In the digitization, the udAtta is coded, but not the anudAtta.

Cool.

Remove 'PW#' codes. At the end of each entry in the original pw digitization, Thomas put a sequence number in the form PW. These are almost identical to the current L-number (Cologne record identifier), which appears in the 'meta' line of the new format.

Kill 'em?

However, this markup is erratically used, and not currently useful.

Was not aware. It was not documented in MW.

drdhaval2785 commented 7 years ago

A potential explanation about need of encoding anudAtta in single vowel words.

As per Sanskrit grammar, in a word, whatever is not udAtta or svarita is treated as anudAtta (अनुदात्तं पदमेकवर्जम्). So when someone marks some vowel as udAtta or svarita, we understand that rest are anudAtta.

Single vowel words present a separate difficulty. So they need to be marked.

gasyoun commented 7 years ago

<H1>501{khid}1{khid}¦ ²1) #{khidaªti} ‹und› #{*khindati} {%*drücken…,…niederdrücken…,…betrüben.%} ²2) #{*khintte…,…khidyate…,…khidyati} ‹und› #{khidati} (¯BHA7G.P.). {%sich…gedrückt…fühlen…,…niedergeschlagen…sein…,…sich…Etwas…zu…Herzen…nehmen…,…eine…Qual…empfinden…;…eine…Ermüdung…~…,…eine…Erschlaffung…verspüren.%} #{khinna} {%niedergedrückt…,…niedergeschlagen…;…ermüdet…,…erschlafft.%}

khid is dhatu, so I think 501 is an error and should be 500.

107 and 108 are Adj. and noun as well, but can't grasp the difference with 100.

999 I guess the coder forgot and made something unique so he can kill it after.

000, 001, 004 Adj. and noun as well. Was thinking that some occur only as last part of a composita or contain and upasarga, but not.

funderburkjim commented 7 years ago

Kill em? [PW codes]

Yes, that's what I'm doing. They are duplicative of the L-number codes.

I think 501 is an error

Since there's only one, and it looks like a root, I agree. Will make the change.

funderburkjim commented 7 years ago

anudatta in single-vowel words.

@drdhaval2785 mentions that this category of words is where an explicit anudatta marking might occur in the printed text of PW. By a quick examination of the scan for these headwords, we could decide if the digitization is missing an anudAtta coding or not. This would be simple, though time-consuming.

For possible future reference, the 'single_vowel_words.txt' file in this gist shows the meta-line for all headwords in pw.txt with just one vowel in the 'key1' headword spelling.
Also, the last field says (by examining key2) field whether the vowel is coded with an accent or not.

3022 single vowel words
svarita 4
udAtta 290
anudAtta 1   (This is 'tva\'  mentioned above)
NOACCENT 2727

1948 of these have group code '500', so are probably roots.
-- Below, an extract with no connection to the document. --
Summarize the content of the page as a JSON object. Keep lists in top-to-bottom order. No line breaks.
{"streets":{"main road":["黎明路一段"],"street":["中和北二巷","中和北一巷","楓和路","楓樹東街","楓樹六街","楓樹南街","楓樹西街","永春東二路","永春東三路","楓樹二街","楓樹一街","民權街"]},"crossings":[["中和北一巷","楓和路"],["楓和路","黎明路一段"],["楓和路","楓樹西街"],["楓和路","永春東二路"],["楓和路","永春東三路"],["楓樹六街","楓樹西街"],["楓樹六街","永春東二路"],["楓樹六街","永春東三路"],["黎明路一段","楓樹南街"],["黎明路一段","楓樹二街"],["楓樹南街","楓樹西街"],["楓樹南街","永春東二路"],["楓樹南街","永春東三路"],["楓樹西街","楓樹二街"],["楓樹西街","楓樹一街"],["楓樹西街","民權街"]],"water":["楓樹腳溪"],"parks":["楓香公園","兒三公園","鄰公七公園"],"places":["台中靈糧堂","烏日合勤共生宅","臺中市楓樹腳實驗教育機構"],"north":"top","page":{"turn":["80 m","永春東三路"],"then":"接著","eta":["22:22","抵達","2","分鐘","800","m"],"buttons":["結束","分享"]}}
SergeA commented 7 years ago

Examples of anudatta in multi-syllable words. e̱na̱ 1 e̱na̱ 2 und e̱nā̱ ba̱ta̱ 1

Also I suppose all the headwords described as "enklitischer" must be marked with anudattas. However the word vas 1 enklitischer is not marked. Maybe print error.

funderburkjim commented 7 years ago

Question: meaning(s) of `*` in PW

There are many instances in PW where words are preceded by an asterisk. Sometimes the word is Sanskrit, sometimes the word is German.

Example from Page 1:

*What is the significance (meaning) of all these `` ?**

Is the usage documented by the author somewhere in the Front Matter for PW ?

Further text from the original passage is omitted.